Lotteries naturally invited corruption by their organizers, however, and a series of sensational revelations led legislatures to abolish them in every state between 1820 and 1850. (They would inevitably make a comeback, however, beginning in 1963 when the New Hampshire legislature created a lottery as a means of raising revenue without raising taxes, and by 1990 thirty-six other states had followed suit.)

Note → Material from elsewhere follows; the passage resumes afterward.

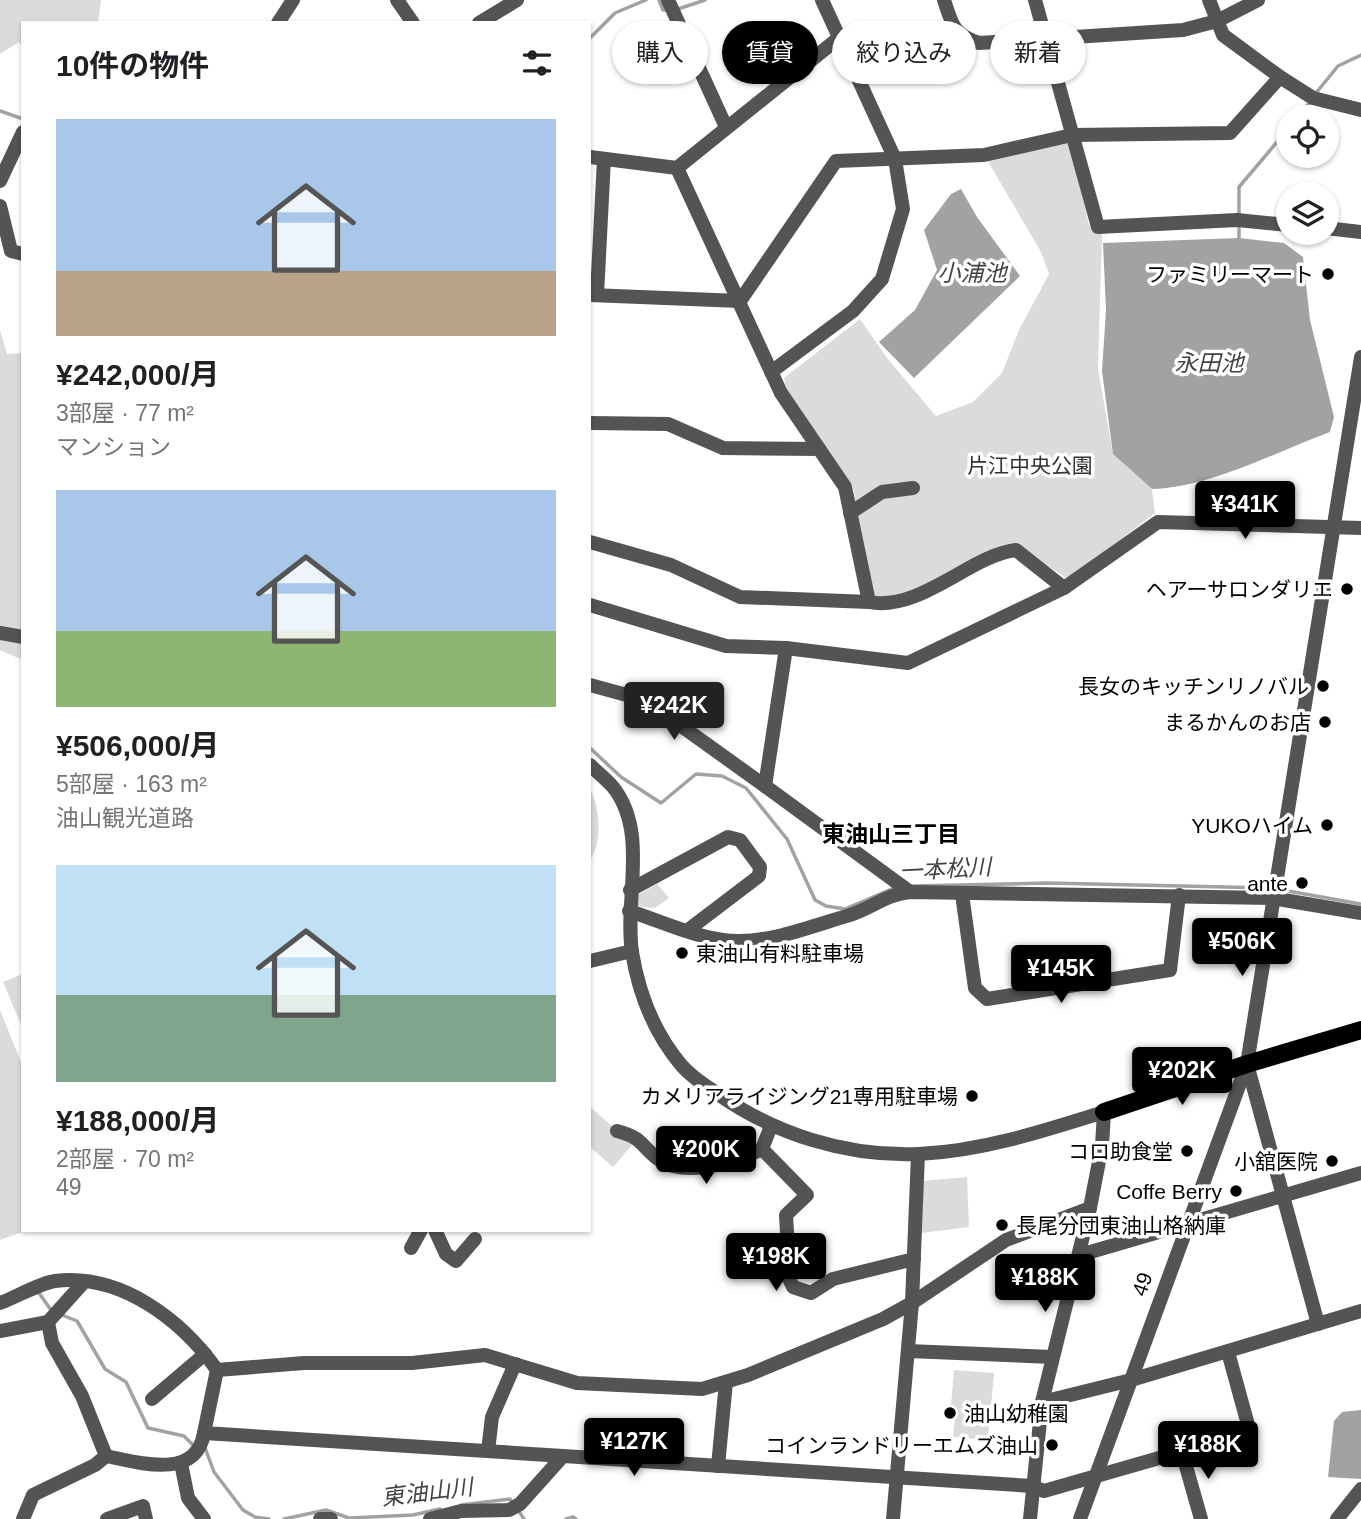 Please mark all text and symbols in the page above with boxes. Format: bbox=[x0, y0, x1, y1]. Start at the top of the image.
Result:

By the eve of the American Revolution, New England and the middle colonies tolerated gambling because it did not constitute a serious social problem. The relatively low number of laws and decrees regarding gambling and its influences in Massachusetts and Connecticut, for example, indicates that gambling was neither widespread nor widely popular in the region. Nonetheless, Puritan leaders kept a close eye on the practice because it could lead to unnecessary idleness and the profaning of God and the Sabbath. The Quakers in Pennsylvania held a similar view of gambling because it produced no social good and contributed to unsavory behavior. Nonetheless, card playing grew steadily throughout the middle and northern colonies as the decades passed. In Massachusetts, card games became a constant form of recreation, with games being played both in taverns and private residences. The historian Foster Rhea Dulles reports in A History of Recreation (1965) that during the years preceding the American Revolution, the popular card game of whist became a social passion for New Englanders of all classes. He reports that customhouse records revealed large quantities of cards being imported and that the game was often mentioned in diaries and correspondence. In New England, gambling at cards was widespread, but stakes were usually modest—one convenient way to keep score, in fact—and because this recreation was conducted in moderation, it was not considered a threat to society. The region's increasingly lenient leaders even permitted occasional organized horse racing because the crowds were well behaved, the wagering modest, and threats to the social order nonexistent.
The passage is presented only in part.